Clinical Briefs with Comments from Russell H. Greenfield, MD
Clinical Briefs
With Comments from Russell H. Greenfield, MD. Dr. Greenfield is Clinical Assistant Professor, School of Medicine, University of North Carolina, Chapel Hill, NC; and Visiting Assistant Professor, University of Arizona, College of Medicine, Tucson, AZ.
The Needle Points Down: Acupuncture and BP
Source: Flachskampf FA, et al. Randomized trial of acupuncture to lower blood pressure. Circulation. 2007;115:3121-3129.
Goal: To examine the potential blood-pressure modifying effects of acupuncture when offered by experts in traditional Chinese medicine.
Study Design: 6-week randomized, single-blind, controlled clinical trial.
Subjects: People aged 45-75 years with uncomplicated mild-to-moderate hypertension (140-170 / 90-109), untreated or on stable medical regimens, attending a general medical clinic in Germany (n = 160, with evaluable data on n = 133).

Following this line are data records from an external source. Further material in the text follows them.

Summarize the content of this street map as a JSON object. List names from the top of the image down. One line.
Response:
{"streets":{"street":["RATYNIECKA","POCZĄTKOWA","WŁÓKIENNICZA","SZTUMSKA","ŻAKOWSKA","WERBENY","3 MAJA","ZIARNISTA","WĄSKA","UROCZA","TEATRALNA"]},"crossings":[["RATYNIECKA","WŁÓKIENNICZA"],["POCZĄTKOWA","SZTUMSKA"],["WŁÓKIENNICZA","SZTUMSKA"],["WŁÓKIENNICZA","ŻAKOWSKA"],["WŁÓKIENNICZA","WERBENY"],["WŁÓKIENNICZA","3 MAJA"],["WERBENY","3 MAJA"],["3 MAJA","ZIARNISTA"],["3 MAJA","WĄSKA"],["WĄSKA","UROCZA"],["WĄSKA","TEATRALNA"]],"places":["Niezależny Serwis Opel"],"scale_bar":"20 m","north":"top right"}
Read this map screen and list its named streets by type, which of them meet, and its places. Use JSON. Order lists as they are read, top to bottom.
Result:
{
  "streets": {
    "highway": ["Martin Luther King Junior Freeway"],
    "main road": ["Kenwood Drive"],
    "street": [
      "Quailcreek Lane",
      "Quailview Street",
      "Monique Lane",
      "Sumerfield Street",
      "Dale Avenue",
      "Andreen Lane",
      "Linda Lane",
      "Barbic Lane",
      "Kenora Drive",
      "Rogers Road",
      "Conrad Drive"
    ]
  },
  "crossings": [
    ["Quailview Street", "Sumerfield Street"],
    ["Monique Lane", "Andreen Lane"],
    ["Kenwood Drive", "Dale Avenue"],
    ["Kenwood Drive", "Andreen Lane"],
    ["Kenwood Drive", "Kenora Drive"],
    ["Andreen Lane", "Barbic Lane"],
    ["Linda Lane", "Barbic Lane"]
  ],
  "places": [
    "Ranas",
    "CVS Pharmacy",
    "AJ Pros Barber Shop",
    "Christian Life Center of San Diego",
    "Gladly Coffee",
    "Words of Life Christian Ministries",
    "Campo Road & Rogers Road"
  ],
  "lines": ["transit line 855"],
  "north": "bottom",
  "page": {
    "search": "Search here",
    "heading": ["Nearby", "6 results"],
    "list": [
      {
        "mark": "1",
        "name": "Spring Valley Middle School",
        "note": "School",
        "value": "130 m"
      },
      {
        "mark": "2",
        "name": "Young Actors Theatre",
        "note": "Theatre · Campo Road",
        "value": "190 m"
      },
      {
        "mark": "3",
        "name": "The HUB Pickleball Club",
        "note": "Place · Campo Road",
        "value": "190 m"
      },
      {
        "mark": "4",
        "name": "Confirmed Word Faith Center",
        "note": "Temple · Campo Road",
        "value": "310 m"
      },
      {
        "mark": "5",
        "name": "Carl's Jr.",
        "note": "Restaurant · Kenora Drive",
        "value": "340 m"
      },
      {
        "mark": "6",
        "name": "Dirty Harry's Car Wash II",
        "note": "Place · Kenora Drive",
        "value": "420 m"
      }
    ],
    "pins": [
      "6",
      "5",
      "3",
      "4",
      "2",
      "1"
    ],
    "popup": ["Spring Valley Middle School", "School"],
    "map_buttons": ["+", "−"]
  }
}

Methods: Subjects were recruited directly from a medical clinic, and subsequently underwent in-depth intake evaluations that included physical examination, blood pressure (BP) measurement in both arms, ECG, ambulatory and exercise BP determination, routine blood work, echocardiography, and renal ultrasonography. Those already taking antihypertensive agents were instructed to continue doing so. Subjects were randomized (stratified by medication status) to 6 weeks of either active or sham acupuncture, with treatment beginning within 2 weeks of randomization (total of twenty-two 30-minute sessions over 6 weeks). Participants were assigned to one of 4 different types of hypertension based on traditional Chinese medical criteria by a Chinese physician "unaware of randomization" and were fitted with an ambulatory blood pressure monitoring device that took 76 measurements a day (at 15-minute intervals during the day, 30-minute intervals at night). In the active group, needling points were chosen according to the type of hypertension, and the angle, depth, and method of needle manipulation conformed to typical prescriptions. Sham treatment consisted of an identical number, distribution, and duration of sessions, regardless of type of hypertension. Acupuncture was administered by one of 7 Chinese physicians trained and accredited at the Nanjing School of Traditional Chinese Medicine, all of whom had 5 years training in Chinese medicine, 5 years training in Western medicine, and several years practical experience, and none of whom spoke German. Subjects had 5 weekly sessions during the first 2 weeks, then 3 sessions weekly for the duration of the study. During each session, 3 acupuncture points were needled bilaterally (except for single points) for 20 minutes. At the end of the intervention period, subjects returned for 3 follow-up appointments: immediately post-treatment (within 3 days of last acupuncture session), 3 months, and 6 months after completing treatment. At each follow-up, BP was determined at rest, while ambulatory, and during exercise. Primary end points were average systolic and diastolic blood pressure (SDP and DBP, respectively), as determined by 24-hour ambulatory blood pressure monitoring. Secondary end points were mean daytime and nighttime SDP and DBP, and reduction in BP at peak stress during bicycle stress testing.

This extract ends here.